- **What is needed**
Below are some records. Output the lines from the first one through the line that holds "M737 590V670L713 678V684L638", exactly as written, with no pictures.

****

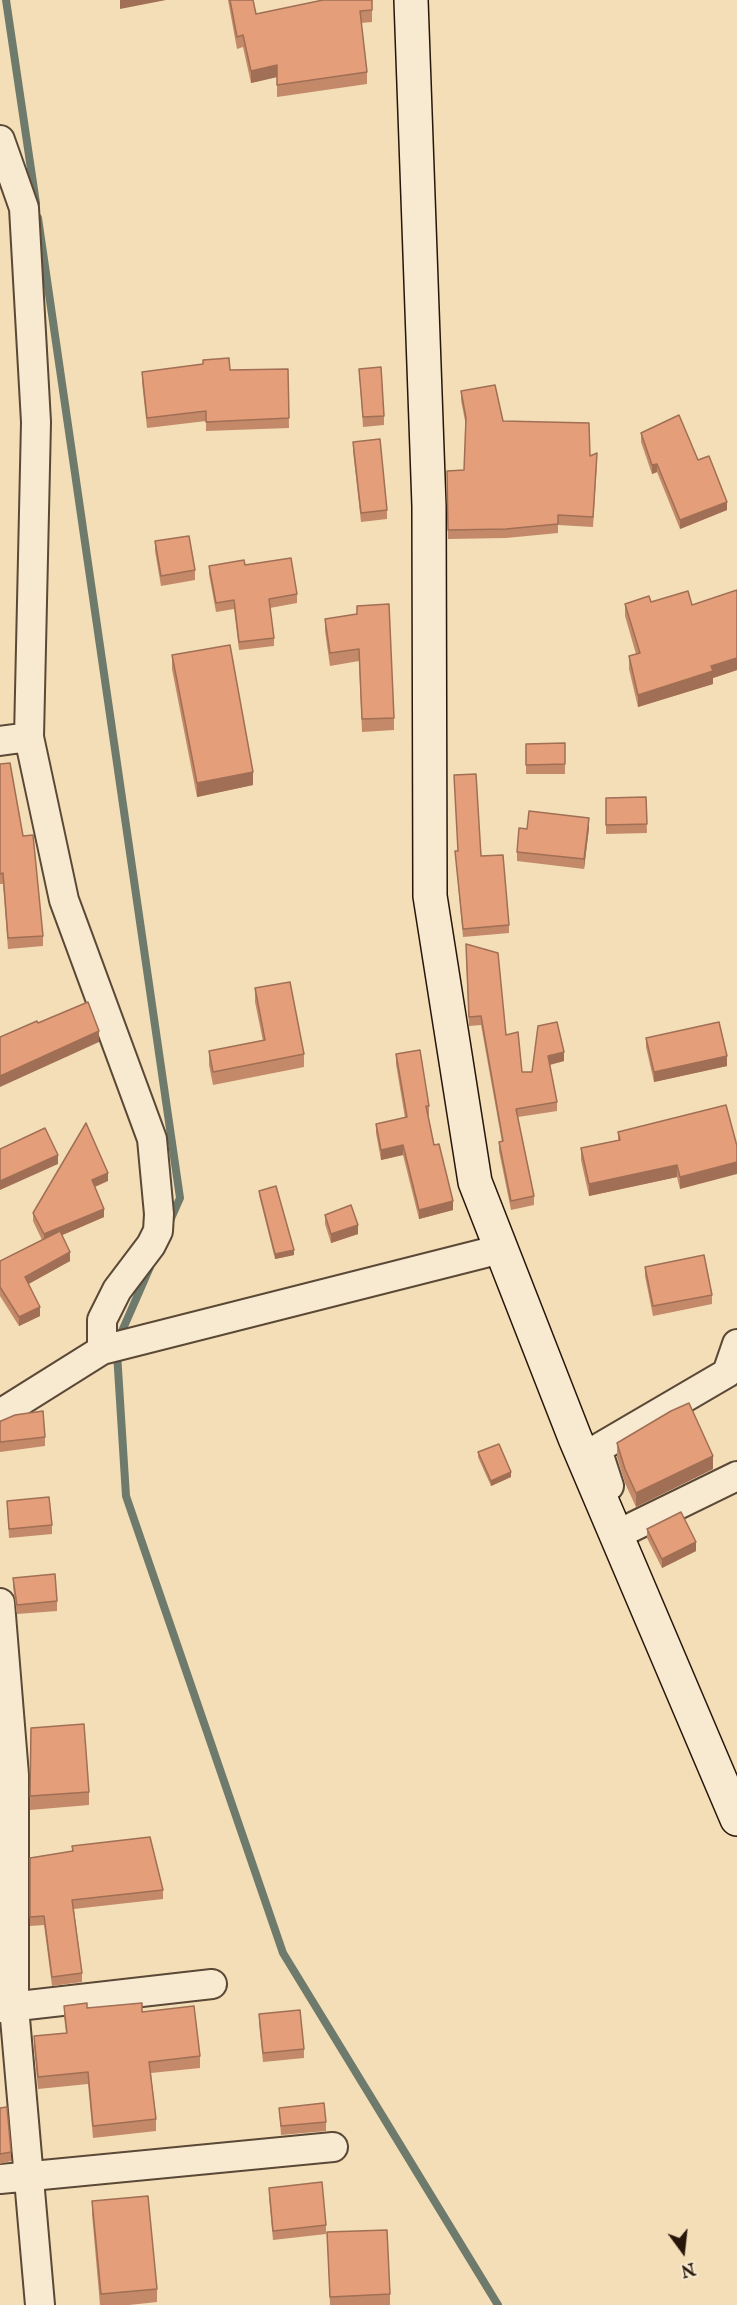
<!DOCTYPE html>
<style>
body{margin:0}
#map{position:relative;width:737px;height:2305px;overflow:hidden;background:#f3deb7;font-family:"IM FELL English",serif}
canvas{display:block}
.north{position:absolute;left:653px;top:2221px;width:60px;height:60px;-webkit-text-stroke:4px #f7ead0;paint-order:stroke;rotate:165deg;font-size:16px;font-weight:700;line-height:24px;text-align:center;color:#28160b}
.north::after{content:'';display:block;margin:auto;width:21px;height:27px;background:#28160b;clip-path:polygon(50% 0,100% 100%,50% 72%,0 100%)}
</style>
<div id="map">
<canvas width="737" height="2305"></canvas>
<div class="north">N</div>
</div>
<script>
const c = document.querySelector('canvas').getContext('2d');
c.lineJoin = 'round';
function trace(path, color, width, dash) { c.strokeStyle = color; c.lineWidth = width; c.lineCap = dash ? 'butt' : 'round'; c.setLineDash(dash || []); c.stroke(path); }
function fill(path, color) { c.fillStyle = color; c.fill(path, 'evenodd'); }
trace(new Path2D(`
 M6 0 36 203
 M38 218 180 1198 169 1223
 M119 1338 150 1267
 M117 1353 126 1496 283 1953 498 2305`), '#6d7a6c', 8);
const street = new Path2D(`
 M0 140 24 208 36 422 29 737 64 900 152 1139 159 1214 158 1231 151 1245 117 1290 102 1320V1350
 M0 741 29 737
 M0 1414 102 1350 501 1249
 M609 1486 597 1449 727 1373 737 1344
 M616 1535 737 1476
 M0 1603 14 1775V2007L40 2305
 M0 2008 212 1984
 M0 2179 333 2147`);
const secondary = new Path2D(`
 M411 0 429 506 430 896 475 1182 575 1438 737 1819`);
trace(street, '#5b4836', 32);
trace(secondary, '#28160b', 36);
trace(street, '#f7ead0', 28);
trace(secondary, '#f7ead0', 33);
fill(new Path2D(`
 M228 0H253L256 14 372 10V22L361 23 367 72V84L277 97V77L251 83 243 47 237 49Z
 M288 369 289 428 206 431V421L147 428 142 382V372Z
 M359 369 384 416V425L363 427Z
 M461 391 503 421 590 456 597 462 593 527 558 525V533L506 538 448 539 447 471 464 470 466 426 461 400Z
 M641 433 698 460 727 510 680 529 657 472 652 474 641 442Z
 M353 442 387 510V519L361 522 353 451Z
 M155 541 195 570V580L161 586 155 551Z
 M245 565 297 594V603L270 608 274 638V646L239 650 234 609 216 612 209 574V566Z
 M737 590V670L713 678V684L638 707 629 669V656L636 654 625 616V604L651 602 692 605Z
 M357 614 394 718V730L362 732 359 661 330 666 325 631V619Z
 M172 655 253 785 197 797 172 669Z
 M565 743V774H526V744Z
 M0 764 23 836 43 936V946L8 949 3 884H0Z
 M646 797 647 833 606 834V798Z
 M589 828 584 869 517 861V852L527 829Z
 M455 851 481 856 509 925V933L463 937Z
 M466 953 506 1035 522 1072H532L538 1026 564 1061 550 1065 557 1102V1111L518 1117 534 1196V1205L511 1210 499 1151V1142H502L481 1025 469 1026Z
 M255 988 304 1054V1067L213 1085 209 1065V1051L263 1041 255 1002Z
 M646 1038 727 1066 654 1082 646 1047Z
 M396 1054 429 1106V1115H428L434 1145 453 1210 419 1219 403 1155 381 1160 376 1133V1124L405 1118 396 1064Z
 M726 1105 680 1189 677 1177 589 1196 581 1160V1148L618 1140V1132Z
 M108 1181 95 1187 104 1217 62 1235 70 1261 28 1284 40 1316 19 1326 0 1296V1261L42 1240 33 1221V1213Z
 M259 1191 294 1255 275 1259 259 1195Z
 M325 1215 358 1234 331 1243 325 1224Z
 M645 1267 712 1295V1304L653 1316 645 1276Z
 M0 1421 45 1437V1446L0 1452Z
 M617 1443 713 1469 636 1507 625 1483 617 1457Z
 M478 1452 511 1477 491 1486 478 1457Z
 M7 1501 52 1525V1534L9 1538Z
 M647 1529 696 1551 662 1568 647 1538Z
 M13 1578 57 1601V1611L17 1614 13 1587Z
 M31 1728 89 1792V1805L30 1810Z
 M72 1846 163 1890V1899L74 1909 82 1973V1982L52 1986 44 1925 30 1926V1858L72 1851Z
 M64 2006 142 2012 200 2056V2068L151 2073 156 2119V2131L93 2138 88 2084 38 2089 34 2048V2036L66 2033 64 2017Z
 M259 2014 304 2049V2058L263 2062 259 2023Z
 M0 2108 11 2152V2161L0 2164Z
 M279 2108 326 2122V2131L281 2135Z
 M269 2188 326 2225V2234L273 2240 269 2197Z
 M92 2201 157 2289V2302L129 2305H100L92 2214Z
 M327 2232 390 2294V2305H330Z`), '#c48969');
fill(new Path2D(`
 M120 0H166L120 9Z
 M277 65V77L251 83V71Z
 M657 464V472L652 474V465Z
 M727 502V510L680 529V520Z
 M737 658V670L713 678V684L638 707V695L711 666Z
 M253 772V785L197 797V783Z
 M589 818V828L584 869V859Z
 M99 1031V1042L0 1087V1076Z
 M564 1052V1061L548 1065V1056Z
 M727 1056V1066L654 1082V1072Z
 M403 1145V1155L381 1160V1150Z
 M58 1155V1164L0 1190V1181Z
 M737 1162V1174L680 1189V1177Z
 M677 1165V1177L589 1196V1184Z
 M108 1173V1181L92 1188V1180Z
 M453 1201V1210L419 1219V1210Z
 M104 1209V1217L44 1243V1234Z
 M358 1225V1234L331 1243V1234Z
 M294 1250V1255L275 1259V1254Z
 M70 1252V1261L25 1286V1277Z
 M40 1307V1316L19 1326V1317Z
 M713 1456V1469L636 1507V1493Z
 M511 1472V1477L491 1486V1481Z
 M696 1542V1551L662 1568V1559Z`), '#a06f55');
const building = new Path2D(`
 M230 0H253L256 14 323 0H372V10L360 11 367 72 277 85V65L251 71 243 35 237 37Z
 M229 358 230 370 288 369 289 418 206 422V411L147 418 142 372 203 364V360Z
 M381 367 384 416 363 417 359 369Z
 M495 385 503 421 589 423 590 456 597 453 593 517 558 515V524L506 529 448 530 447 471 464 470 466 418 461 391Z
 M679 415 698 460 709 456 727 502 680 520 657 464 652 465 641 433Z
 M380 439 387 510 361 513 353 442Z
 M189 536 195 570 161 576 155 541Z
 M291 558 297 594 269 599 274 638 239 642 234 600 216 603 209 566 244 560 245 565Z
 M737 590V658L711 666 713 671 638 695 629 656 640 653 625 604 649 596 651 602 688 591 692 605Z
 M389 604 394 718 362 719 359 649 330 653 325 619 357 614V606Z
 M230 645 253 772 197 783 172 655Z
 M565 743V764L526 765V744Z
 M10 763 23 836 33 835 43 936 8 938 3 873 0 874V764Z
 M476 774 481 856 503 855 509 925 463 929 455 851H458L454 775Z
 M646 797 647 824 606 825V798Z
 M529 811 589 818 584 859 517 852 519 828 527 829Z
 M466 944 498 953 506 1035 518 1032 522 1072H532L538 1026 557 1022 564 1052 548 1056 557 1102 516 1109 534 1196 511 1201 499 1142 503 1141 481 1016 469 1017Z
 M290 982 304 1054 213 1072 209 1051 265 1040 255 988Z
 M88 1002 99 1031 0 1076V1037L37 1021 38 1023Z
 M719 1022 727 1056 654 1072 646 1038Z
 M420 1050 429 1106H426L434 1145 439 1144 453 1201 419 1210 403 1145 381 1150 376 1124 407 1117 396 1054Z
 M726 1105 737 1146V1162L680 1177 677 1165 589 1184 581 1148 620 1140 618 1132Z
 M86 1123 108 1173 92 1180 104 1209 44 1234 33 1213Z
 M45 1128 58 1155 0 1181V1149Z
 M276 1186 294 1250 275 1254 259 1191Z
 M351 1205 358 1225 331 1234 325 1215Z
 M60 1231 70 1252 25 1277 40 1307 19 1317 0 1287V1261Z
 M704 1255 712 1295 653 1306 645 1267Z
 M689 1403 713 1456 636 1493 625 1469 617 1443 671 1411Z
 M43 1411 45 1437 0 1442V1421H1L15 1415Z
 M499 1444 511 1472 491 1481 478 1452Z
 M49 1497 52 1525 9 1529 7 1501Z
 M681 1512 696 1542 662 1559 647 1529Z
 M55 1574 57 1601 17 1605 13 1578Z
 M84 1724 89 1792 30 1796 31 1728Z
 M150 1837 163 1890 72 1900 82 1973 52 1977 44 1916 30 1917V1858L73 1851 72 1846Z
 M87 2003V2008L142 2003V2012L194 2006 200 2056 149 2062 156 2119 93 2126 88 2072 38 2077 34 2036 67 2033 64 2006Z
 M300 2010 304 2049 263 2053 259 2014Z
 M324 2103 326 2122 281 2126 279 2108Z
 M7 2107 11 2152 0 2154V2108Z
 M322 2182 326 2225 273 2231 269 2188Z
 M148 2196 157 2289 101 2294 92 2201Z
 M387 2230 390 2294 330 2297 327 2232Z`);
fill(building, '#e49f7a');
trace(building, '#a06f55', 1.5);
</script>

****

- **Answer to this exercise**
<!DOCTYPE html>
<style>
body{margin:0}
#map{position:relative;width:737px;height:2305px;overflow:hidden;background:#f3deb7;font-family:"IM FELL English",serif}
canvas{display:block}
.north{position:absolute;left:653px;top:2221px;width:60px;height:60px;-webkit-text-stroke:4px #f7ead0;paint-order:stroke;rotate:165deg;font-size:16px;font-weight:700;line-height:24px;text-align:center;color:#28160b}
.north::after{content:'';display:block;margin:auto;width:21px;height:27px;background:#28160b;clip-path:polygon(50% 0,100% 100%,50% 72%,0 100%)}
</style>
<div id="map">
<canvas width="737" height="2305"></canvas>
<div class="north">N</div>
</div>
<script>
const c = document.querySelector('canvas').getContext('2d');
c.lineJoin = 'round';
function trace(path, color, width, dash) { c.strokeStyle = color; c.lineWidth = width; c.lineCap = dash ? 'butt' : 'round'; c.setLineDash(dash || []); c.stroke(path); }
function fill(path, color) { c.fillStyle = color; c.fill(path, 'evenodd'); }
trace(new Path2D(`
 M6 0 36 203
 M38 218 180 1198 169 1223
 M119 1338 150 1267
 M117 1353 126 1496 283 1953 498 2305`), '#6d7a6c', 8);
const street = new Path2D(`
 M0 140 24 208 36 422 29 737 64 900 152 1139 159 1214 158 1231 151 1245 117 1290 102 1320V1350
 M0 741 29 737
 M0 1414 102 1350 501 1249
 M609 1486 597 1449 727 1373 737 1344
 M616 1535 737 1476
 M0 1603 14 1775V2007L40 2305
 M0 2008 212 1984
 M0 2179 333 2147`);
const secondary = new Path2D(`
 M411 0 429 506 430 896 475 1182 575 1438 737 1819`);
trace(street, '#5b4836', 32);
trace(secondary, '#28160b', 36);
trace(street, '#f7ead0', 28);
trace(secondary, '#f7ead0', 33);
fill(new Path2D(`
 M228 0H253L256 14 372 10V22L361 23 367 72V84L277 97V77L251 83 243 47 237 49Z
 M288 369 289 428 206 431V421L147 428 142 382V372Z
 M359 369 384 416V425L363 427Z
 M461 391 503 421 590 456 597 462 593 527 558 525V533L506 538 448 539 447 471 464 470 466 426 461 400Z
 M641 433 698 460 727 510 680 529 657 472 652 474 641 442Z
 M353 442 387 510V519L361 522 353 451Z
 M155 541 195 570V580L161 586 155 551Z
 M245 565 297 594V603L270 608 274 638V646L239 650 234 609 216 612 209 574V566Z
 M737 590V670L713 678V684L638 707 629 669V656L636 654 625 616V604L651 602 692 605Z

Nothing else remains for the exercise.